§ **Material to process**

[Start of section]

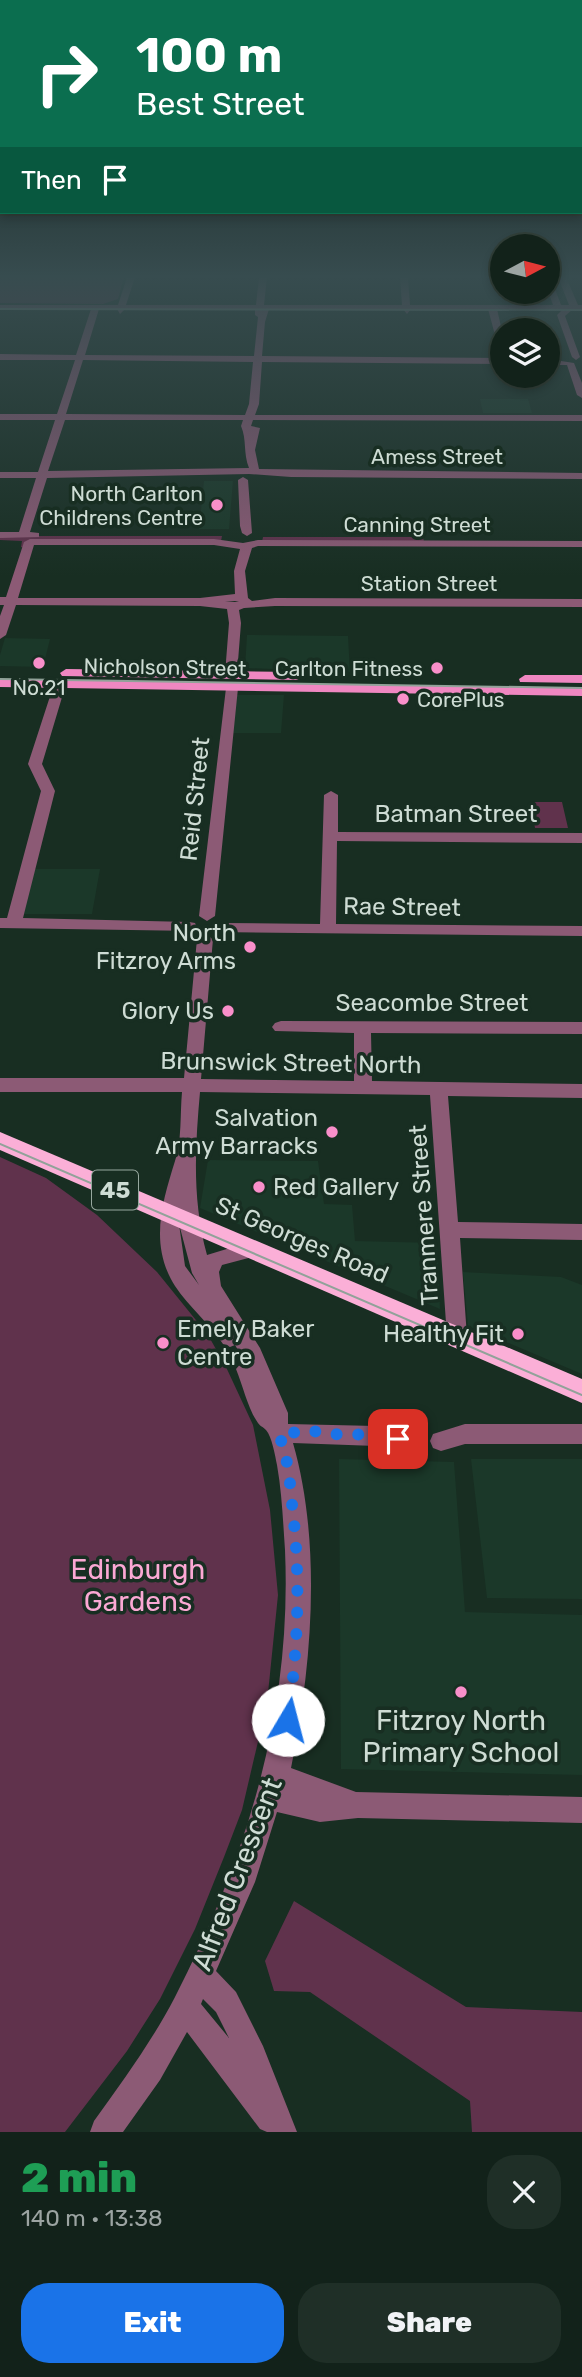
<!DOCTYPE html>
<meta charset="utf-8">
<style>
:root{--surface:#12221a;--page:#1f2f27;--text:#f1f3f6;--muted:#9ca4a2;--line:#313f39;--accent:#1a73e8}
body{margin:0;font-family:Rubik,sans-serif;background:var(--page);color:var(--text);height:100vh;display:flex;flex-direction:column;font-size:26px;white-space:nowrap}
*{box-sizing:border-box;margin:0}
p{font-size:23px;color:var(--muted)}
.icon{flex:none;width:38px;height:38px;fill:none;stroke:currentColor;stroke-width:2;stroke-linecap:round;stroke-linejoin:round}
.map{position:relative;height:2132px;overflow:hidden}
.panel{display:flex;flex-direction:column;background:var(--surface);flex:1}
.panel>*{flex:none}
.guide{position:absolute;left:0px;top:0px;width:583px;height:214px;box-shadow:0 4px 10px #0003,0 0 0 2px var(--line);background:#0b6e4f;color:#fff;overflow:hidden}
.needle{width:46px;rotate:83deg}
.controls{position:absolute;left:490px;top:234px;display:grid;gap:14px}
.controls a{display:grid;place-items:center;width:70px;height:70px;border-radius:50%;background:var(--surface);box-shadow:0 4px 10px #0003,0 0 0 2px var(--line);font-size:35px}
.pin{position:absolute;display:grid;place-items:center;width:60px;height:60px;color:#fff;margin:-30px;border-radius:14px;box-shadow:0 4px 10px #0006}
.me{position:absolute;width:77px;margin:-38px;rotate:8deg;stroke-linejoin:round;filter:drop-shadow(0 0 5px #0008)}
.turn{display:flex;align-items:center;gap:24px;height:147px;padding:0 21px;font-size:32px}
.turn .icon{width:91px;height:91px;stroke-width:2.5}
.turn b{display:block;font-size:49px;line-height:60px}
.then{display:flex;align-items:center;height:66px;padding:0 21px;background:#0003;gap:14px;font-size:26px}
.round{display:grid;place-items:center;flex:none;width:74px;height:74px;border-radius:28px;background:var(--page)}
.overview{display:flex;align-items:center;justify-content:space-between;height:119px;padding:0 21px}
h1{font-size:42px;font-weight:800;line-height:52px;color:#1e9e55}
.primary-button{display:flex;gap:14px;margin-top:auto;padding:14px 21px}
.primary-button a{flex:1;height:80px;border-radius:28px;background:var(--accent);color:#fff;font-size:28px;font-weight:800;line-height:80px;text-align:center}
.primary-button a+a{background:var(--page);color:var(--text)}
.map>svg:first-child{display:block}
</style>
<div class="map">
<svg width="582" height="2132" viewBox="0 0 582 2132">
<rect width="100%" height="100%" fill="#182e22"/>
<!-- built -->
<path fill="#1b3829" d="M 480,399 L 528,399 L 532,413 L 483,413 Z
M 204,481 L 233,481 L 229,529 L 199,529 Z
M 247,635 L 348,636 L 350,672 L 245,668 Z
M 5,638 L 50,639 L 43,667 L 0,666 L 0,655 Z
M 237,695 L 284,695 L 281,733 L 233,733 Z
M 33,869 L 100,869 L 92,914 L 21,914 Z
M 208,1160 L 318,1161 L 324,1204 L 352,1205 L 355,1241 L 437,1243 L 440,1309 L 200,1208 Z
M 463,1272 L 561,1277 L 582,1285 L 582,1374 L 468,1326 Z
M 339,1459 L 454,1462 L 465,1612 L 582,1615 L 582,1775 L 341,1769 Z
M 471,1459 L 582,1459 L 582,1599 L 487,1598 Z"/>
<!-- green -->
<path fill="#60324c" d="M 0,277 L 124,277 L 118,299 L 103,304 L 0,303 Z
M 0,536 L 222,536 L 221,541 L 30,541 L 25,548 L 21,547 L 22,541 L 0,540 Z
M 263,537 L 423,537 L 424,542 L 262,542 Z
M 530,802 L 562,802 L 568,828 L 535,828 Z
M 0,1157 L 46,1178 L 97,1215 L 157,1272 L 208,1335 L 226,1367 L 253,1425 L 270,1510 L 278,1595 L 267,1703 L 242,1810 L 224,1857 L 195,1929 L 160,1999 L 127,2051 L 65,2132 L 0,2132 Z
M 294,1901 L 466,2007 L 582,2012 L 582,2132 L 472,2132 L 470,2101 L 310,1992 L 274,1991 L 265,1961 Z"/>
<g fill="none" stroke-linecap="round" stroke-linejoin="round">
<!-- minor -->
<path fill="#8c5a75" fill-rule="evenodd" d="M 127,277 L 135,277 L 126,305 L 256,305 L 259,277 L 267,277 L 264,305 L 402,305 L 400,277 L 408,277 L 410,305 L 553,305 L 548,291 L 548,279 L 552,281 L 561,305 L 569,305 L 558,277 L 566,277 L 578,305 L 582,305 L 582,309 L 573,309 L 565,316 L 580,357 L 576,360 L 572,357 L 557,315 L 563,309 L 497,309 L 502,331 L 502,349 L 498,346 L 488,309 L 411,309 L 407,314 L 403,309 L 269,309 L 265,322 L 262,356 L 502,358 L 502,364 L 262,362 L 259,404 L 255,415 L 582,415 L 582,421 L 253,420 L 251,426 L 260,428 L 255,450 L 259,469 L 582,473 L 582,479 L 291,477 L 249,474 L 47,478 L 30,532 L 39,533 L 39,537 L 0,538 L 0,532 L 19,532 L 36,478 L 0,478 L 0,472 L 38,472 L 55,420 L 0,420 L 0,414 L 57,414 L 75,360 L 0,360 L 0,354 L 76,355 L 91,309 L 0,309 L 0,305 L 118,305 ZM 99,309 L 117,309 L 120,314 L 125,309 L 255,309 L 255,315 L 258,317 L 254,356 L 85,355 ZM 83,360 L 253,362 L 249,404 L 245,415 L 66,414 ZM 65,420 L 243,420 L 241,426 C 247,440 243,453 249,468 L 48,471 Z
M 548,359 L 574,363 L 582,383 L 582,398 L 577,395 L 567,365 L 548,365 Z
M 243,477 L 248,480 L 252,533 L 247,536 L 242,533 L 240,526 L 238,480 Z
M 30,539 L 214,539 L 243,543 L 258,540 L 582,541 L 582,547 L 258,546 L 252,548 L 245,571 L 248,598 L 252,601 L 275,598 L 582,599 L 582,607 L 275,606 L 244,608 L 239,610 L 241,623 L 237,674 L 231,678 L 225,674 L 229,623 L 227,609 L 200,606 L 16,605 L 6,635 L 0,639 L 0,616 L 4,605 L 0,605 L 0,597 L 6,597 L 24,542 ZM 34,545 L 214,545 L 240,549 L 234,571 L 235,594 L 200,598 L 18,598 ZM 235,601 L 239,602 L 225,602 Z
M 60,680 L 66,684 L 42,764 L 55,791 L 23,918 L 189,922 L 195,923 L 197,927 L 195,931 L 0,928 L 0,918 L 7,918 L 41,791 L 28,764 L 54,684 Z
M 232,684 L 238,688 L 215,916 L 207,921 L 199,916 L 226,688 Z
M 331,791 L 338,795 L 338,832 L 582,833 L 582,843 L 337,841 L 336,924 L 582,926 L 582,936 L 216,932 L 214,928 L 222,923 L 320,924 L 324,795 Z
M 205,934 L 213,939 L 201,1079 L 354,1081 L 354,1033 L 275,1031 L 272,1027 L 275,1023 L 281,1021 L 582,1022 L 582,1034 L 371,1033 L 372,1081 L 582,1084 L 582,1098 L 448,1096 L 458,1222 L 582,1224 L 582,1240 L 460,1238 L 467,1337 L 464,1343 L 457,1346 L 450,1343 L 447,1337 L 430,1095 L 200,1092 C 195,1148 192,1200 207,1255 L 253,1241 L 260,1243 L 263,1249 L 260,1255 L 222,1265 L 219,1272 L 221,1286 L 260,1348 L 288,1413 L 288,1424 L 376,1426 L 412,1434 L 415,1441 L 412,1448 L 404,1451 L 376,1446 L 293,1443 C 322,1544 312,1667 291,1768 L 356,1792 L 582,1797 L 582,1823 L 358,1818 L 320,1822 L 277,1812 L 255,1882 L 216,1971 L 236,1992 L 263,2046 L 297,2132 L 267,2132 L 260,2129 L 187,2032 L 160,2080 L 123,2132 L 90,2132 L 94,2121 C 123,2081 152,2041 175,1997 C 248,1855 292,1710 285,1550 C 283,1522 282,1493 277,1465 C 275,1455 272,1437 266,1430 C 262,1426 261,1427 258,1423 C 248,1409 243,1386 236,1369 L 244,1360 L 235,1345 L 230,1347 L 223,1344 C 209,1323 189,1307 175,1286 C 149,1245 162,1203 175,1161 C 182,1141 180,1113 182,1092 L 0,1092 L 0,1078 L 184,1078 L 197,939 ZM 179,1224 L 192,1273 L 199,1285 L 185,1266 ZM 203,1999 L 216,2012 L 229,2038 L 201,2004 Z
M 465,1424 L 582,1424 L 582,1444 L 465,1444 L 441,1451 L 433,1448 L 430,1441 L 433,1434 Z"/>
<!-- major -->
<path fill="#ef87c1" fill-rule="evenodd" d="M 66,669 L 297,672 L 303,676 L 297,680 L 62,676 L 60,673 Z
M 525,675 L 582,675 L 582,683 L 520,682 L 519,679 Z
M 0,679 L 582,688 L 582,696 L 0,687 Z"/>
<!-- highway -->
<path fill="#fbafd7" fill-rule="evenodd" d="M 0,1132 L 582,1379 L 582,1403 L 0,1150 Z"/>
<!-- tram -->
<path stroke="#91a299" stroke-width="2" d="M 0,309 L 582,310
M 0,679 L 582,688
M 0,1144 L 582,1395"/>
</g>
<!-- sky -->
<linearGradient id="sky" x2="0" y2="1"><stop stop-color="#0d1913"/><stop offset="0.48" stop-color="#374c4f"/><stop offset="1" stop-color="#374c4f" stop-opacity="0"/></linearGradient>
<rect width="582" height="576" fill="url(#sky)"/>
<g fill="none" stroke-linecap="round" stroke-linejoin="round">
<!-- route -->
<path stroke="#1a73e8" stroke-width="12" stroke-dasharray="0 21.6" d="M 288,1720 C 298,1648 301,1577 292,1504 C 290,1481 288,1458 279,1435 L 309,1430 L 327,1434 L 387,1435 L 398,1439"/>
</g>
<!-- markers -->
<g fill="#f98fca" stroke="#182e22" stroke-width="2.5">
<circle cx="217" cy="505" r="7"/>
<circle cx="39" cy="663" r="7"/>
<circle cx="437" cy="668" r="7"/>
<circle cx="403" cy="699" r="7"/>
<circle cx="250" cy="947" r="7"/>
<circle cx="228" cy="1011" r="7"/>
<circle cx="332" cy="1132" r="7"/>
<circle cx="259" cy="1187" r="7"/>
<circle cx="518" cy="1334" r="7"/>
<circle cx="163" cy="1343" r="7"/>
<circle cx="461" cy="1692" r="7"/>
</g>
<g text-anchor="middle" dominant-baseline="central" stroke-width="7" stroke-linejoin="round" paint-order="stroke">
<!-- far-street labels -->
<g font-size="21" fill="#cedcd4" stroke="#182e22">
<text x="437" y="456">Amess Street</text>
<text x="417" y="524">Canning Street</text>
<text x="429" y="583">Station Street</text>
<text transform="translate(165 667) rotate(1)">Nicholson Street</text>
</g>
<!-- far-poi labels -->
<g font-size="21" fill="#cedcd4" stroke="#182e22" text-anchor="end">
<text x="203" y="493">North Carlton<tspan x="203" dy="24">Childrens Centre</tspan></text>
<text x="423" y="668">Carlton Fitness</text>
<text x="39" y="687" text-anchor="middle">No.21</text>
<text x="417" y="699" text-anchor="start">CorePlus</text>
</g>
<!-- shield labels -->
<rect fill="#182e22" stroke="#97a89f" stroke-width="2" x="92" y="1170.5" width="46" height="39" rx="5"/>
<g font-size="23" font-weight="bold" fill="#cedcd4">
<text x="115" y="1190">45</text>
</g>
<!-- street labels -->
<g font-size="24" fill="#cedcd4" stroke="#182e22">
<text transform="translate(195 799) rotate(-84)">Reid Street</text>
<text x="456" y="814">Batman Street</text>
<text transform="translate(402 907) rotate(1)">Rae Street</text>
<text x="432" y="1003">Seacombe Street</text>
<text transform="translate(291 1063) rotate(1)">Brunswick Street North</text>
<text transform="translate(424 1215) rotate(-94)">Tranmere Street</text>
<text transform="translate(302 1240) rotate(23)">St Georges Road</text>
</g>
<!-- poi labels -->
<g font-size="24" fill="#cedcd4" stroke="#182e22" text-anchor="end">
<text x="236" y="933">North<tspan x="236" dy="28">Fitzroy Arms</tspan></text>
<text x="214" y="1011">Glory Us</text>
<text x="318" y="1118">Salvation<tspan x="318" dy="28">Army Barracks</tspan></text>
<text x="273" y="1187" text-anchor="start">Red Gallery</text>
<text x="177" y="1329" text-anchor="start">Emely Baker<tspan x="177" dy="28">Centre</tspan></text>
<text x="504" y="1334">Healthy Fit</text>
</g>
<!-- near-park labels -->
<g font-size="28" fill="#fba8d4" stroke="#182e22">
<text x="138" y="1569">Edinburgh<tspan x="138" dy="32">Gardens</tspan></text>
</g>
<!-- near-poi labels -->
<g font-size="28" fill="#cedcd4" stroke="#182e22">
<text x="461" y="1720">Fitzroy North<tspan x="461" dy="32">Primary School</tspan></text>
</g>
<!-- near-street labels -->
<g font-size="28" fill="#cedcd4" stroke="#182e22">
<text transform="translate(237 1874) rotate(-69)">Alfred Crescent</text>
</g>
</g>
</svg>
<div class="controls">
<a><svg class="needle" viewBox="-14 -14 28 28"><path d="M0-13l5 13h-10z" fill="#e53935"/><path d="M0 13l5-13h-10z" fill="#9ca4a2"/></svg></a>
<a><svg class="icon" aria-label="layers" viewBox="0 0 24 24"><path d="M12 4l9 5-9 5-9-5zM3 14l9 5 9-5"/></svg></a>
</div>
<div class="pin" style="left:398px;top:1439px;background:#d93025"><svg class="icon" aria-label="arrive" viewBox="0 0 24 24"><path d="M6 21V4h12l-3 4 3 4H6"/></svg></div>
<svg class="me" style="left:288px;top:1720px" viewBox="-20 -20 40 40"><circle r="19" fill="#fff"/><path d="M0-13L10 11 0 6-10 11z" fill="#1a73e8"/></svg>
<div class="guide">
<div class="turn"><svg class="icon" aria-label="right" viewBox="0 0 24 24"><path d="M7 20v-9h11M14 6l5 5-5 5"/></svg><div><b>100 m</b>Best Street</div></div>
<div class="then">Then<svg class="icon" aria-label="arrive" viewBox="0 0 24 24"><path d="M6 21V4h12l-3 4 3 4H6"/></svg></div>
</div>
</div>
<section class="panel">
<div class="overview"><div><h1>2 min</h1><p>140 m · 13:38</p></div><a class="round"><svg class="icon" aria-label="close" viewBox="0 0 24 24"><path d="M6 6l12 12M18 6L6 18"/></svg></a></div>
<div class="primary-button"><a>Exit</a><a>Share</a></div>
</section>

[End of section]

§ **Exercise details**
Check each line above for the string "overflow", then copy the ones that have it.

§ **Reply to the task**
.map{position:relative;height:2132px;overflow:hidden}
.guide{position:absolute;left:0px;top:0px;width:583px;height:214px;box-shadow:0 4px 10px #0003,0 0 0 2px var(--line);background:#0b6e4f;color:#fff;overflow:hidden}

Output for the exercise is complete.